= Legnica Special Economic Zone =

Legnica Special Economic Zone is a special economic zone in Poland, situated in Lower Silesian Voivodeship in the southwest of the country. Cited by the Polish Investment and Trade Agency as "one of the most dynamically developing regions in Poland", it lies near the border with Germany and the Czech Republic and comprises an area which includes the cities of Chojnow, Glogow, Legnica, Lubin, Zgorzelec, Zlotoryja and the communes of Chojnow, Gromadka, Iłowa, Kostomloty, Legnickie Pole, Miekinia, Milkowice, Polkowice, Prochowice, Prochowice, Przemkow, Radwanice, and Sroda Slaska.

==History==
The zone was established in 1997. New legal regulations introduced in 2018 allow for entrepreneurs working in the zone to be exempt from income tax in all of Poland. The 52 hectare Iłowa Subzone of the zone was established in Iłowa in December 2007. The Chinese technology company Lenovo had intended to open a factory in the zone in the summer of 2008, but the plans were later scrapped.
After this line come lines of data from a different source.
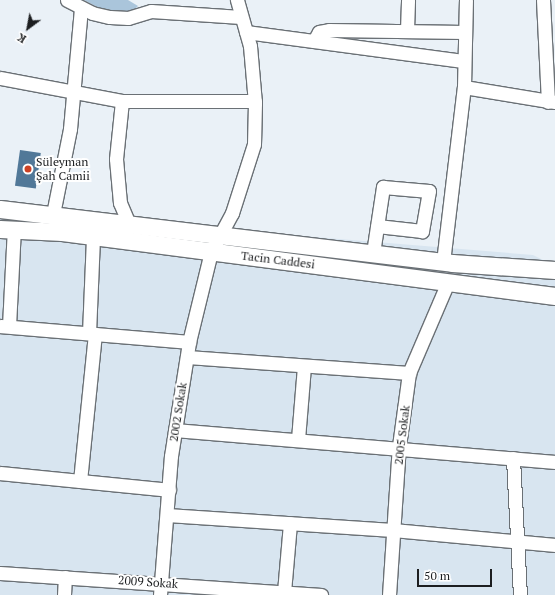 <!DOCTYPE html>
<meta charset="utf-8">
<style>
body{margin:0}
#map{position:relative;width:555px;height:595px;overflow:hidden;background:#eaf1f7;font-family:"PT Serif",serif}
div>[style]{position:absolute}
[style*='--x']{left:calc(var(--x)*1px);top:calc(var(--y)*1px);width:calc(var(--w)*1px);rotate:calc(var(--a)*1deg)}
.built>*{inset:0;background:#d8e5f0}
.green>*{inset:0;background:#aac5db}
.building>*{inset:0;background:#517898;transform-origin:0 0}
.roads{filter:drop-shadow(1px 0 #6a7075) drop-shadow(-1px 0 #6a7075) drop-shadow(0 1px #6a7075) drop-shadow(0 -1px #6a7075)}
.minor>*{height:13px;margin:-6.5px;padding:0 6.5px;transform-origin:6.5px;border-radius:6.5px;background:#fff}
.major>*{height:17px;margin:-8.5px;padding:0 8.5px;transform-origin:8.5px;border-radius:8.5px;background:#fff}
.dots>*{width:11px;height:11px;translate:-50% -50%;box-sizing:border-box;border:2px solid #fff;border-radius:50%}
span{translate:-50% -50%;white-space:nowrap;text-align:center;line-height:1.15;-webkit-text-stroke:4px #fff;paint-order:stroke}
.poi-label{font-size:12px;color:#1c1e20}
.left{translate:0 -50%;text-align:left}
.street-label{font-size:12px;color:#1c1e20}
.north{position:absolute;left:8px;top:8px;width:40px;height:40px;-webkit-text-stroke:3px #fff;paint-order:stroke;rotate:212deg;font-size:11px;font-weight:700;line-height:16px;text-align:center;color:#1c1e20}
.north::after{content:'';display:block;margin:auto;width:14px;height:18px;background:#1c1e20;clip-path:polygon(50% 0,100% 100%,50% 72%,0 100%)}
.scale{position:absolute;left:417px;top:569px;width:75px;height:18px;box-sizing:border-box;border:2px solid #1c1e20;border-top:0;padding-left:5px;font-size:12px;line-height:14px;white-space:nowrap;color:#1c1e20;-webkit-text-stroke:3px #fff;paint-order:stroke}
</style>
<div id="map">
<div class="built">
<i style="clip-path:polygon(0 211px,533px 255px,555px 266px,555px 595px,0 595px)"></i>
</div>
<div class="green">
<i style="clip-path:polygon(84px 0,128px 0,138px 6px,132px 12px,101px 9px)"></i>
</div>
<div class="building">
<i style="left:20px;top:150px;width:21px;height:36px;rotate:8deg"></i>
</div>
<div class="roads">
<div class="minor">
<i style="--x:67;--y:0;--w:28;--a:27"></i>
<i style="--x:92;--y:13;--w:18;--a:13"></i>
<i style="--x:110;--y:17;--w:18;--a:3"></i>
<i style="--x:128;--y:18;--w:24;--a:-17"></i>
<i style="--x:151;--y:11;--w:90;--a:3.8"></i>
<i style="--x:543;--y:0;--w:102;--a:87.2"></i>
<i style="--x:407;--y:30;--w:30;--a:-88"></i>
<i style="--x:246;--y:32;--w:219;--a:7.6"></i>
<i style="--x:314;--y:41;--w:10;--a:-61"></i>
<i style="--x:319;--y:32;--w:10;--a:-11"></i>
<i style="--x:329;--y:30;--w:135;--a:0.8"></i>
<i style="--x:0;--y:78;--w:124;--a:10.7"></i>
<i style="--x:464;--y:87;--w:92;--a:9.4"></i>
<i style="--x:53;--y:214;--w:87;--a:-78.7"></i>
<i style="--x:70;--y:129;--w:122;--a:-84.8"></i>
<i style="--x:129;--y:224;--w:23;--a:-113"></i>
<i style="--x:120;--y:203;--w:44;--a:-95.2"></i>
<i style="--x:116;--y:159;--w:58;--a:-84.1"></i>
<i style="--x:122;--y:101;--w:133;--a:0"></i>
<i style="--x:373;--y:253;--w:67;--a:-81.4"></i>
<i style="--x:383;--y:187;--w:46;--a:5"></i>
<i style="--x:429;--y:191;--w:41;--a:99.9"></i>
<i style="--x:422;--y:231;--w:45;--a:-173.7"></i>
<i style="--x:443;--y:262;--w:176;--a:-83.2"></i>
<i style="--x:464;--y:87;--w:87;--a:-88.7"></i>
<i style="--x:0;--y:326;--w:190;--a:4.8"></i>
<i style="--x:9;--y:326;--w:98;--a:-87.1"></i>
<i style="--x:89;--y:333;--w:97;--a:-87.6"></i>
<i style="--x:187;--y:357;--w:223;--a:4.1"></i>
<i style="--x:175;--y:430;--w:381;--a:4.8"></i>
<i style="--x:298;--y:439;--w:73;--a:-85.3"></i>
<i style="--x:513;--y:458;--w:137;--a:87.1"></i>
<i style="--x:0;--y:473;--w:170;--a:5.7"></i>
<i style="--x:80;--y:481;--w:148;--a:-84.2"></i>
<i style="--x:167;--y:515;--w:226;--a:3.8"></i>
<i style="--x:393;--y:530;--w:163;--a:5.3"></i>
<i style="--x:0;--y:573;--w:322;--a:3.9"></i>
<i style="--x:284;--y:592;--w:69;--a:-85"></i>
<i style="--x:64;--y:595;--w:18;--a:-87"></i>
<i style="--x:160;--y:595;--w:139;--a:-85.5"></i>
<i style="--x:171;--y:456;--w:115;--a:-81"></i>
<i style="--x:189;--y:342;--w:93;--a:-76.3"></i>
<i style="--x:211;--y:252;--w:44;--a:-61.7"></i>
<i style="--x:232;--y:213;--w:72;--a:-72.3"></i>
<i style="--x:254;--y:144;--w:41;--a:-88.6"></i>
<i style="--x:255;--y:103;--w:57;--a:-95"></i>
<i style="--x:250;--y:46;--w:48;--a:-105.8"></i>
<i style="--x:389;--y:595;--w:149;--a:-86.2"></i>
<i style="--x:399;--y:446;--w:74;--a:-82.2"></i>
<i style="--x:409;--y:373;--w:99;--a:-66.8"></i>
</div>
<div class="major">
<i style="--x:0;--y:209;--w:455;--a:6.8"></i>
<i style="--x:452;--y:263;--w:103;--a:3.9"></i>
<i style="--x:0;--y:229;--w:62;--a:2.8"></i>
<i style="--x:62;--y:232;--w:497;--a:7.4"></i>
</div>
</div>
<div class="dots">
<i style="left:28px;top:169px;background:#cc4124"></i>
</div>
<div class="poi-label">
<span class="left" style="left:36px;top:169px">Süleyman<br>Şah Camii</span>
</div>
<div class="street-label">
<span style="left:278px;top:260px;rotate:7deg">Tacin Caddesi</span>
<span style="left:178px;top:412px;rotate:-81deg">2002 Sokak</span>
<span style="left:402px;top:435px;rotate:-83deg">2005 Sokak</span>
<span style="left:148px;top:582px;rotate:4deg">2009 Sokak</span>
</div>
<div class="north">K</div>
<div class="scale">50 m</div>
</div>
The zone has a special interest in clean energy and has made numerous agreements with companies which advocate or are involved with clean energy to help meet Poland meet its carbon objectives for 2050. In 2022 a cooperation agreement was made with SatRev, a Polish space company, which uses 100% of its energy from renewable energy sources. They agreed to manufacture nanosatellites in a new factory to be built in Legnica, with the objective of forming a constellation of a thousand Earth Observation satellites by 2026. In July 2022, the zone signed an agreement with American nuclear energy company Last Energy to develop 10 small modular reactors in the LSSE. Construction work is underway in Sroda Slaska with a PepsiCo plant. In July 2022, the Viessmann Group, a manufacturer of heating systems and components, announced the construction of a new production plant on a 17 hectare plot of land in Legnica, in a ceremony which was attended by Prime Minister Mateusz Morawiecki. The new plant will create up to 3000 jobs.

As of 2022, Legica Special Economic Zone had 77 investors globally, including Volkswagen Motor Polska, Brose Sitech, Winkelmann and BASF, and had created over 17,000 jobs in Poland. According to Benchmarkia, Legica Special Economic Zone is ranked among the top 30 industrial parks based on total investment.